Nouvelle faillite et inutilité des notations ESG avec le cas Téléperformance

Les récentes révélations sur Téléperformance de la semaine dernière et son plongeon boursier avec jusqu’à -38 % sur la journée de jeudi m’ont donné envie de creuser un peu le sujet.

Je vais d’abord revenir sur quelques cas emblématiques de faillite des notations ESG avant de récapituler quelques éléments sur l’affaire Téléperformance. Dans une troisième partie, je détaillerai pourquoi à mon sens, même si elles partent d’une bonne idée, les notations ESG sont inutiles et présentent un danger pour le marché.


I – Les gros ratés des notations ESG


La plupart des gens sont sans doute familiers avec ce qu’est l’ESG. Pour les entreprises, les notations ESG sont censées représenter leurs performances en termes de prise en compte de l’environnement, de qualité du dialogue social et de transparence en termes de gouvernance.

Tout cela part d’un très bon sentiment : les entreprises qui font des efforts pour l’environnement ou pour un bon dialogue avec leurs salariés auront de bonnes notes sur ces critères et attireront plus d’investisseurs et fonds sensibles à ces thématiques.


C’est donc comme beaucoup de choses, une bonne idée sur le papier mais dans la réalisation on est bien loin de ça. Plusieurs grosses entreprises pourtant très bien notées sur le plan ESG se sont retrouvées au cœur d’énormes scandales qu’aucun cabinet d’analyse sur ces thématiques n’avait vu venir.


Premier cas emblématique, Volkswagen en 2015, avec le « Dieselgate ». Volkswagen bénéficiait de bonnes notes ESG lorsque le “Dieselgate” a éclaté. « Les agences de notations n’avaient aucun moyen de se rendre compte que le constructeur automobile trafiquait à grande échelle les émissions polluantes de ses moteurs. »

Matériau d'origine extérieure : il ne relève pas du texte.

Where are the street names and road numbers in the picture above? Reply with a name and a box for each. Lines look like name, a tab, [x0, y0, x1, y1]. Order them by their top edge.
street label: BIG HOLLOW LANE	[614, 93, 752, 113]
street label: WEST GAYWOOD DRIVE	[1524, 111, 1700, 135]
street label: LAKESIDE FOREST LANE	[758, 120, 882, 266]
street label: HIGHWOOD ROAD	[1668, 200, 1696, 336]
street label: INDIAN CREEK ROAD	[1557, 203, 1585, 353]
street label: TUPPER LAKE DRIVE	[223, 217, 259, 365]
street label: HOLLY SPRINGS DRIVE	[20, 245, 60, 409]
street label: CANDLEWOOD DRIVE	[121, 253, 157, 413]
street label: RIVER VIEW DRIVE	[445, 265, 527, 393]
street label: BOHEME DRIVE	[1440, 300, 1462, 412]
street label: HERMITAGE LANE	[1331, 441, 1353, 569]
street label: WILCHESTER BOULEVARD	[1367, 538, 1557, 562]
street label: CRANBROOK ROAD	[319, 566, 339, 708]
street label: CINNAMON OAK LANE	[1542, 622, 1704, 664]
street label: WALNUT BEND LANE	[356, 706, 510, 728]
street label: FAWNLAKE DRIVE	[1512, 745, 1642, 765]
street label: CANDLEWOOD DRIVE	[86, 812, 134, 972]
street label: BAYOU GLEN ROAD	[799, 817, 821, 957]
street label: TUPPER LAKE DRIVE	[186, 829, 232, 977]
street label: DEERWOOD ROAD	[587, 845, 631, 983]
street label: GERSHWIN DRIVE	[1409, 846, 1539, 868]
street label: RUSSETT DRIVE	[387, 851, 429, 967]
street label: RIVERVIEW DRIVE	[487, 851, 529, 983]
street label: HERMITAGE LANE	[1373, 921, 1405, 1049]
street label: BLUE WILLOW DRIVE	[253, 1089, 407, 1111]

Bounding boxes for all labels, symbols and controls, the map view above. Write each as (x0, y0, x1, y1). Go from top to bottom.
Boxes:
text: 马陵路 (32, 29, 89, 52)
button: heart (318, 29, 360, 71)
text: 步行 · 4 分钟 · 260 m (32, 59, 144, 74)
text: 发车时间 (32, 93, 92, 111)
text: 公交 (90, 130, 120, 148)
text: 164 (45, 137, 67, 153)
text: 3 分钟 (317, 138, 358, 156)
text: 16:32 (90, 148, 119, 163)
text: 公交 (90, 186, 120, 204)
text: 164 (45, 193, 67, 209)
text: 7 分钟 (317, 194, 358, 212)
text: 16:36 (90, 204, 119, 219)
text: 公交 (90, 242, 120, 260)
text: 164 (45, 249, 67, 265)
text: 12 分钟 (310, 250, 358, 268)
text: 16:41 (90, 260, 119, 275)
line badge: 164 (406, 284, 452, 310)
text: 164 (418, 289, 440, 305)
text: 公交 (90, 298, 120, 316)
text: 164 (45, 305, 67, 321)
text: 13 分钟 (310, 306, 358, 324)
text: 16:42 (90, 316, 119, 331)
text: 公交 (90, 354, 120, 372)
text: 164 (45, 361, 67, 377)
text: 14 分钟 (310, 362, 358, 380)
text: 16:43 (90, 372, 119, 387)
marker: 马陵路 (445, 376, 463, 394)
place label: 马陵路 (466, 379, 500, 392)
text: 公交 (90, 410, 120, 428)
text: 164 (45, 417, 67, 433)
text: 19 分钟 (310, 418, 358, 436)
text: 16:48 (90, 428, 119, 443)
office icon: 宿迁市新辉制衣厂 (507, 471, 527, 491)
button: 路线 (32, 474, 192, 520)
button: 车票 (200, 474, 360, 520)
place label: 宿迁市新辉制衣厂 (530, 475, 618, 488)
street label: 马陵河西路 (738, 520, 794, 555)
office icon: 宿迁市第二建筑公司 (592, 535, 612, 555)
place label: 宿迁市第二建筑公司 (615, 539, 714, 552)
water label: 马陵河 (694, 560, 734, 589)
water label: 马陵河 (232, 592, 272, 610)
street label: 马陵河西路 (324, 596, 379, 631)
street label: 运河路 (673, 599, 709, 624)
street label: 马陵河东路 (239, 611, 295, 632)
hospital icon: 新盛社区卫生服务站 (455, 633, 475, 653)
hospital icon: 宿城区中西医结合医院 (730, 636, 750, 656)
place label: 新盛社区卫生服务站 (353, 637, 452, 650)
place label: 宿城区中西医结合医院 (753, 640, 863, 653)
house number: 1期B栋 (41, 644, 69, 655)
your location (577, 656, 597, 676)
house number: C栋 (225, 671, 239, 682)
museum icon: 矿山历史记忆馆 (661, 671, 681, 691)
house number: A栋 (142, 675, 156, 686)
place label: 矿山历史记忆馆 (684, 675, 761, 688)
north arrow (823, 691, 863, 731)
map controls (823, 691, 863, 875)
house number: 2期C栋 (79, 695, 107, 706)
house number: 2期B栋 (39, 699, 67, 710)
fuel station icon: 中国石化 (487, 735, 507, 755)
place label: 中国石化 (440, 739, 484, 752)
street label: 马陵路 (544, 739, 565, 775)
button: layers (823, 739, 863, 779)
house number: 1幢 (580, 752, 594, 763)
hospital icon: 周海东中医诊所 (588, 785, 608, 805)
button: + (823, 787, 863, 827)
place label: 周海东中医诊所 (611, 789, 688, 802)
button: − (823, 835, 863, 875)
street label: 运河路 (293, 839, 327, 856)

“Les agences ne travaillent pratiquement pas avec des experts techniques et ne maîtrisent pas toujours bien certains domaines d’activité”. Elles n’effectuent pas d’enquêtes de terrain, qui leur coûteraient très chères. Elles ne font pas d'entretiens avec les salariés ni les clients”


Deuxième exemple très emblématique, Orpea. Avant la publication du livre « les fossoyeurs »:

- Vigeo le classe 4e meilleur acteur sur les 47 du secteur

- Sustainalytics lui accorde une belle 5e place sur pas moins de 113 sociétés

- ISS ESG octroie un taux de transparence de 80% au numéro un des maisons de retraite en France

Je ne rentrerai pas dans le détail ici mais les fautes d’Orpea ont été nombreuses et criantes. Le livre est accablant sur les pratiques de la société. Les manquements de l’ancienne direction comme la vente d’un beau paquet d’actions juste avant la publication du livre ou le dessous de table pour empêcher sa sortie ne collent pas avec une société bien notée pour sa gouvernance.


On pourrait aussi citer BP, bien notée sur sa responsabilité sociale avant l’explosion de sa plateforme pétrolière Deewater Horizon ; ou encore La poste qui obtient le meilleur score d’une agence de notation la même année ou un reportage d’envoyé spécial dénonce une vague de suicide dans l’entreprise ...


II – Le cas Téléperformance


Comme les entreprises citées précédemment, Téléperformance était un bon élève ESG. Avec son score A-, elle se classait dans le haut du classement des entreprises du CAC40 (sources zone Bourse)

Plutôt que de donner un récapitulatif des événements, je vais essayer de revenir sur certains points. Voici en quelques phrases ce qui reproché à la société :


« Teleperformance a employé des modérateurs de contenu TikTok qui gagnaient à peine 10 dollars par jour, selon les informations du Time. L'enquête révèle que "les travailleurs étaient régulièrement tenus de voir des vidéos montrant des meurtres, des abus d'enfants et des violences sexuelles dans le cadre de leurs fonctions". En outre, ces derniers ont été empêchés de se syndiquer avec intimidations et menaces.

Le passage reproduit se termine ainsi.